There are so many feelings and thoughts, maybe even fears that permeate this event. First of all it is my heart and soul that sits in the middle of this run. I just never imagined that when I had the stroke, this is what would come of it. Looking forward at the great unknown and standing at the edge of my fears and hoping that God would divide the waters of impossibilities. I mean He did it for the israelites, then He sure can do it for me. There is always the unexpected or the unknown when we step out of the box of comfort. Well in my case there was no comfort, in the box or out, so why not just go for it?! Why not lead a life worth living?! I mean, thousands of people everyday just go through the motions, not really knowing who or what they really are. What they are made of! I am at the edge of something beautiful, maybe not, the one thing I know is that I am here in this moment. Willing to climb beyond what I can take. I want to live a life worthy of victory. I am willing to bleed that hope, that monumental moment of change!

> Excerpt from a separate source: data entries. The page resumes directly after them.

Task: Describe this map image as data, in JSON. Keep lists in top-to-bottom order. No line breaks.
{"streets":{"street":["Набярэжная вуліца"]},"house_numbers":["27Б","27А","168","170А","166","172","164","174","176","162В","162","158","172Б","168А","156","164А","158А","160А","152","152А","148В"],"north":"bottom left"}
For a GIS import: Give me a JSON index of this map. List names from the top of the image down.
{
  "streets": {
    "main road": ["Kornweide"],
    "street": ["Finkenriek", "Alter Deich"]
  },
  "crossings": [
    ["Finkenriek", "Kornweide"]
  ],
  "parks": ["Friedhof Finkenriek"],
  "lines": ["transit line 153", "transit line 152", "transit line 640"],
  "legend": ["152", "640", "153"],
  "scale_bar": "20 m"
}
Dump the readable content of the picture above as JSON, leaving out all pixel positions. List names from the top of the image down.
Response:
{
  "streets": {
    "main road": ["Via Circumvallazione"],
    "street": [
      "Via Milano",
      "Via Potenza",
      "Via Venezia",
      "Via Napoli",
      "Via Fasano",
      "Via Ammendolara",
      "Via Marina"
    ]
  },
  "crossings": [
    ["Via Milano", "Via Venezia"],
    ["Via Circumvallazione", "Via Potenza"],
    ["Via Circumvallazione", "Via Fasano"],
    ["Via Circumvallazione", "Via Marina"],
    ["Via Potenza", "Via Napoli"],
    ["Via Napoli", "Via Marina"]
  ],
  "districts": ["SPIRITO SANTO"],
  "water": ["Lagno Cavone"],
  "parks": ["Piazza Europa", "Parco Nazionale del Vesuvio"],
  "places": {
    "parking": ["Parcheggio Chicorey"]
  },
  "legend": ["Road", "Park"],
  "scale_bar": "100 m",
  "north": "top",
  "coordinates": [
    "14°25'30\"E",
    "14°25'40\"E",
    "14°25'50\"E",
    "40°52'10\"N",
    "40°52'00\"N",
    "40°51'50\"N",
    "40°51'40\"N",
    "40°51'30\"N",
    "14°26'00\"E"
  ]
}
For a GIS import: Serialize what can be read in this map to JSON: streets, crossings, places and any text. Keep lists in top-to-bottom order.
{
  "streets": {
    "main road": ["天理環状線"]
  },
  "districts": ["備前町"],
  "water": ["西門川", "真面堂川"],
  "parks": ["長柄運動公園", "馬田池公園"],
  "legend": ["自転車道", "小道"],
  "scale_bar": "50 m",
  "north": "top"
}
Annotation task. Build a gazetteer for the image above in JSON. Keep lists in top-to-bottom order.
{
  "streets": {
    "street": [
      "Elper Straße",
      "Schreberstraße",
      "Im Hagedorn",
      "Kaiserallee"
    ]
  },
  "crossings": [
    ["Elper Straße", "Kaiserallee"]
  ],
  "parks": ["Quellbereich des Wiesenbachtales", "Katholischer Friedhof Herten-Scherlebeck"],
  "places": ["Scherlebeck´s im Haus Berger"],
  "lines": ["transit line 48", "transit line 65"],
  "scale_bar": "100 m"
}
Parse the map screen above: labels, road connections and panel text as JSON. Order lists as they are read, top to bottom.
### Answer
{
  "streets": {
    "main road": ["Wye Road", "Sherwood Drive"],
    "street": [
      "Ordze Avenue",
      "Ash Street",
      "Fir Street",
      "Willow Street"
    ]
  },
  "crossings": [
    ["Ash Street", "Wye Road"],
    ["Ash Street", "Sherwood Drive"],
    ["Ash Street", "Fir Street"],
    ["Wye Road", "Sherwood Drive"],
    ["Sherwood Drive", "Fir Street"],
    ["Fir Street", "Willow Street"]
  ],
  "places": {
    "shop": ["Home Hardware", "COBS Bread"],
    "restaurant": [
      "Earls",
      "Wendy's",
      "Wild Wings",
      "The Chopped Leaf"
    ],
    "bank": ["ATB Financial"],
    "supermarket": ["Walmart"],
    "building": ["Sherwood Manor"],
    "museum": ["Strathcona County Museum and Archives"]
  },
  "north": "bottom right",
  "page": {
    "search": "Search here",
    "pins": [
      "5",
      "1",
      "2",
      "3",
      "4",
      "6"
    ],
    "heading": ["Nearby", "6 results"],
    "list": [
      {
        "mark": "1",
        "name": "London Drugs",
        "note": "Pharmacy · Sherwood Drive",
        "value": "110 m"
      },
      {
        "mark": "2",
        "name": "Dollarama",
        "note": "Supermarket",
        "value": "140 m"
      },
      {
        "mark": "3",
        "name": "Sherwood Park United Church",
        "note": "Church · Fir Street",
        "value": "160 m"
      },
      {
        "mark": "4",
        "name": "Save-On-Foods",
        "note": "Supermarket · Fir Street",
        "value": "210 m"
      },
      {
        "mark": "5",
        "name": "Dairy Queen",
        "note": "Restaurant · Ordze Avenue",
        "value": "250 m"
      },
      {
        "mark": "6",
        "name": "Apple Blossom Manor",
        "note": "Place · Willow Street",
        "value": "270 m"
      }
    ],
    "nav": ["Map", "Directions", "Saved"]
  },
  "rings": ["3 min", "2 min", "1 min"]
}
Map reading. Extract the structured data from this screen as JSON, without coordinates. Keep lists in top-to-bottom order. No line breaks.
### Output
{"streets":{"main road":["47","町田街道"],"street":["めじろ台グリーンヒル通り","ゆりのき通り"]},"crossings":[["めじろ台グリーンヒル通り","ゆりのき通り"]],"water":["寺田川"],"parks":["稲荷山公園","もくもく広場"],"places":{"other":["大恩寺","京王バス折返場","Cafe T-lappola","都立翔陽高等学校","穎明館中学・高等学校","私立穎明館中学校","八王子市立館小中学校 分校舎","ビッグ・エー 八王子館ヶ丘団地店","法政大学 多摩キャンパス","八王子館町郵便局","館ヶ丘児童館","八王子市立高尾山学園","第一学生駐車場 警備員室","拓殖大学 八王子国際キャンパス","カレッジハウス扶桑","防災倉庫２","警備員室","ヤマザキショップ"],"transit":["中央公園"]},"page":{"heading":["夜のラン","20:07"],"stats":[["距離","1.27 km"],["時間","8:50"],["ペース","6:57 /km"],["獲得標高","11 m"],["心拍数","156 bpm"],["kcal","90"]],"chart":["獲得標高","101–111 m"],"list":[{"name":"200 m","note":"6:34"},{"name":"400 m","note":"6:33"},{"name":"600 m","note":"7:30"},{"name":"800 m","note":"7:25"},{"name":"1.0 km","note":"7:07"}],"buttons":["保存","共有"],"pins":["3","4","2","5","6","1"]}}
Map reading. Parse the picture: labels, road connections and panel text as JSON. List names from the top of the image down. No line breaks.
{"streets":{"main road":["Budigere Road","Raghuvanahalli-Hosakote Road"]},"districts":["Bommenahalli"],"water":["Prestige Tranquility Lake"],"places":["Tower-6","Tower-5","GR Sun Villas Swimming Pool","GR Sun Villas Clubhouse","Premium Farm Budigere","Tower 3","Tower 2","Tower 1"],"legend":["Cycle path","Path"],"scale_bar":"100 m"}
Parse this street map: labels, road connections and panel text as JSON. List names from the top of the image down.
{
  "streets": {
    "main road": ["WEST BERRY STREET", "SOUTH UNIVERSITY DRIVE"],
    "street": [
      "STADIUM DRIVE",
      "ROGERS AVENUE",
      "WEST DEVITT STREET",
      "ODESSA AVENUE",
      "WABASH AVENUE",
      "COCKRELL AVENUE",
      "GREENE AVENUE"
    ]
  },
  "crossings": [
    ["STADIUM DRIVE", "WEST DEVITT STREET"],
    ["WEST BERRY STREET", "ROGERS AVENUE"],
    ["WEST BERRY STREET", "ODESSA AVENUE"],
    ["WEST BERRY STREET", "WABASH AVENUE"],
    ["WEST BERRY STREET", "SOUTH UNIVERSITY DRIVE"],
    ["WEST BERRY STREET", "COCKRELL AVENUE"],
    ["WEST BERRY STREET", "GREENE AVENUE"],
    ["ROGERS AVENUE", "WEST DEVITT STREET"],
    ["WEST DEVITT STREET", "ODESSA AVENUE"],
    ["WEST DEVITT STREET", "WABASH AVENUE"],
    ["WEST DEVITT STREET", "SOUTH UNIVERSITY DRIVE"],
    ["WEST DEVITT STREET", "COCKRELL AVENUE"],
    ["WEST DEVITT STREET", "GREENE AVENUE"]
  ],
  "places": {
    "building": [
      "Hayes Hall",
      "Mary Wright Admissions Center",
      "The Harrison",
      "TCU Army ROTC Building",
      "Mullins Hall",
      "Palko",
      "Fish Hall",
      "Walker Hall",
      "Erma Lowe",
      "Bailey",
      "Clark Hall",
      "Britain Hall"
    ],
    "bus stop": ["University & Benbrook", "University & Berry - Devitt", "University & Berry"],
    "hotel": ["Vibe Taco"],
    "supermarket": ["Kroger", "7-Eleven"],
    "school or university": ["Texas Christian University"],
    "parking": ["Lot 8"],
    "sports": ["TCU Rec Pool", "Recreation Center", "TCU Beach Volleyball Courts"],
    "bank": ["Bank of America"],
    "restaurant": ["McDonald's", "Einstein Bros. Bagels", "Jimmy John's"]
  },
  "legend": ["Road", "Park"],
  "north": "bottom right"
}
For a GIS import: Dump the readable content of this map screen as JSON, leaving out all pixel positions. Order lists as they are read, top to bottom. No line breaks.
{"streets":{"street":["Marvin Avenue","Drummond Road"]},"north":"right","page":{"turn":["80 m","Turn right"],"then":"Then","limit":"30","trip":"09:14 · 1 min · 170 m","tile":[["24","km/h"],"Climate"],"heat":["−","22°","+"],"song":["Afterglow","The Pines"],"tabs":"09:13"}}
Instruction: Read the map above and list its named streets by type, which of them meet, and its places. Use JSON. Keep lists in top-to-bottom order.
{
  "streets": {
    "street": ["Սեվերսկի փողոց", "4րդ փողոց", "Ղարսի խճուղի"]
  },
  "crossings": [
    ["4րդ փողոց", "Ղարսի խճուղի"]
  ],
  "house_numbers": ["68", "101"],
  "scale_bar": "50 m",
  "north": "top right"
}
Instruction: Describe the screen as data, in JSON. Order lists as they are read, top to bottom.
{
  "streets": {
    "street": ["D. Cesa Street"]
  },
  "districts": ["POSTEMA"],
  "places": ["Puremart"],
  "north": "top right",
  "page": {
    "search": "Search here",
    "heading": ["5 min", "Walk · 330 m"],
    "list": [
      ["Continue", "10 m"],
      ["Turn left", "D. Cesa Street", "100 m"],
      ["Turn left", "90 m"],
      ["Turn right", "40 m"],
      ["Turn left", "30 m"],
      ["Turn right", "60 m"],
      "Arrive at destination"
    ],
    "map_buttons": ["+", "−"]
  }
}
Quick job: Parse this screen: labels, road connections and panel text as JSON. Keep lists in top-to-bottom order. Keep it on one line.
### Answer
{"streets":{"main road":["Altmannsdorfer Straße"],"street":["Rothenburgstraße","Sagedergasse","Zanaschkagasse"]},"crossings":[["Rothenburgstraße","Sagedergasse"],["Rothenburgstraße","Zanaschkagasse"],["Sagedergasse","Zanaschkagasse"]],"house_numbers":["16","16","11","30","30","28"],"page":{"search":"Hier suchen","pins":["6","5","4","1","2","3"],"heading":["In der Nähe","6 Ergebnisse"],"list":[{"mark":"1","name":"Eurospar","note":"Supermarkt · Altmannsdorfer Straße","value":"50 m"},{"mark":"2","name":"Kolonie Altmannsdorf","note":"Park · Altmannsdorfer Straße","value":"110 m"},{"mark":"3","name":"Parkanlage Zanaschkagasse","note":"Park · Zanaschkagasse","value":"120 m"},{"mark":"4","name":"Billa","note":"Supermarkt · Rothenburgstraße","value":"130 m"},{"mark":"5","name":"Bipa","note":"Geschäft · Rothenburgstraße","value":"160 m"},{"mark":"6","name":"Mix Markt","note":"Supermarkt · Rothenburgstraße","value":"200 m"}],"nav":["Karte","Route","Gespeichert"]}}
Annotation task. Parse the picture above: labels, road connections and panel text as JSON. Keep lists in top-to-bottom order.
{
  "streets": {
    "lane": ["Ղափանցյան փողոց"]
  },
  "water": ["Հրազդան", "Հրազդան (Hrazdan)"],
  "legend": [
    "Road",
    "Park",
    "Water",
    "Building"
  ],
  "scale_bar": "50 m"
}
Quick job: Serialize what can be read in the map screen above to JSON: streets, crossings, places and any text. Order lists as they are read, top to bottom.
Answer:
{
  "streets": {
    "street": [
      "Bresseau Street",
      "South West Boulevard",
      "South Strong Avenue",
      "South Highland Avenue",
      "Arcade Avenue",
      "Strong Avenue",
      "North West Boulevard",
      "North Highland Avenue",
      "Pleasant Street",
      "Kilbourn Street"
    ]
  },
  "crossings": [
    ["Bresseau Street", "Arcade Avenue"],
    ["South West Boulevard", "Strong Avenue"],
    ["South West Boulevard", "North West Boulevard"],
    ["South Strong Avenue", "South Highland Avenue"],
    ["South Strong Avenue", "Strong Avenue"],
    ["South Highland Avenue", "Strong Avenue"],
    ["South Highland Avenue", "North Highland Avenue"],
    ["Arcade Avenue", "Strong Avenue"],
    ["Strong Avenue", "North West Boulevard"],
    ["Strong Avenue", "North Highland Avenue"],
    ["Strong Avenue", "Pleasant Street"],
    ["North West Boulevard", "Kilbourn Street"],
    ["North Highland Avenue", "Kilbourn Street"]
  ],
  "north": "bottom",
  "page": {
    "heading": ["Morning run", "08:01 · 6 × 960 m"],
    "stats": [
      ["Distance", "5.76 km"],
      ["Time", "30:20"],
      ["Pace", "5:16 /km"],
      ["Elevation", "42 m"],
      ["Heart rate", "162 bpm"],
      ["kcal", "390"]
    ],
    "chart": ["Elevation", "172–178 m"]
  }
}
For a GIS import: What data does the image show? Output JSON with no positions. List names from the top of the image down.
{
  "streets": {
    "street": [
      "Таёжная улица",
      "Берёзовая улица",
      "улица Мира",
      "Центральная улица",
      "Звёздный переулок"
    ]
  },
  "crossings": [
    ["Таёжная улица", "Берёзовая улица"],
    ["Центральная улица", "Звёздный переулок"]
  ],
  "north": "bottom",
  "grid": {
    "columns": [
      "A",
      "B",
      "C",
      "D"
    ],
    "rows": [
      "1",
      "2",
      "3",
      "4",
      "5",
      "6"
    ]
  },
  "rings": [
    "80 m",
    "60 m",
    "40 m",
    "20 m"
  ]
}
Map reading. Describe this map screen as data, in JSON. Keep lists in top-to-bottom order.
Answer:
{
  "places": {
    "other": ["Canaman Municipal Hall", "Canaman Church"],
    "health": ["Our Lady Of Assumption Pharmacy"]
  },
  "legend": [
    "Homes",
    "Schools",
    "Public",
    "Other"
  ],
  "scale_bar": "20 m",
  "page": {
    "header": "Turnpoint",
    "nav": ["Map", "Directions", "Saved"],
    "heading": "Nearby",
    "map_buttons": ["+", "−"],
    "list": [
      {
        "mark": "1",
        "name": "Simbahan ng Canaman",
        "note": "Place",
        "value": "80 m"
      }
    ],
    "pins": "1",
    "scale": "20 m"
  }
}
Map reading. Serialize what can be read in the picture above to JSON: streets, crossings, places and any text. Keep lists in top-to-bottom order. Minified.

We all want to live beyond the borders of complacency in some way or another. It is when we step out that we really find out who we are. In just a few days I am going to step out of a dream and right into reality!! I am scarred and I am excited. I can almost taste the finish line!! Now that almost all the planning has occurred it is simply time to put the feet to the pavement of success. By Gods amazing grace I hope that this will happen, I know it will because I have people who believe in me, who are praying for me and I have people who are running with me. One of the most amazing gifts are friendship. Running a literal race with people who are willing to sacrifice their time and their bodies to the cause is simply beautiful.
I will soon be standing among champions, people who wish to live beyond words! I will be standing among the fields of wonder and clouds of dreams! This is the moment I have been waiting for. Bringing hope and love! This stroke hasn't seen nothing yet!!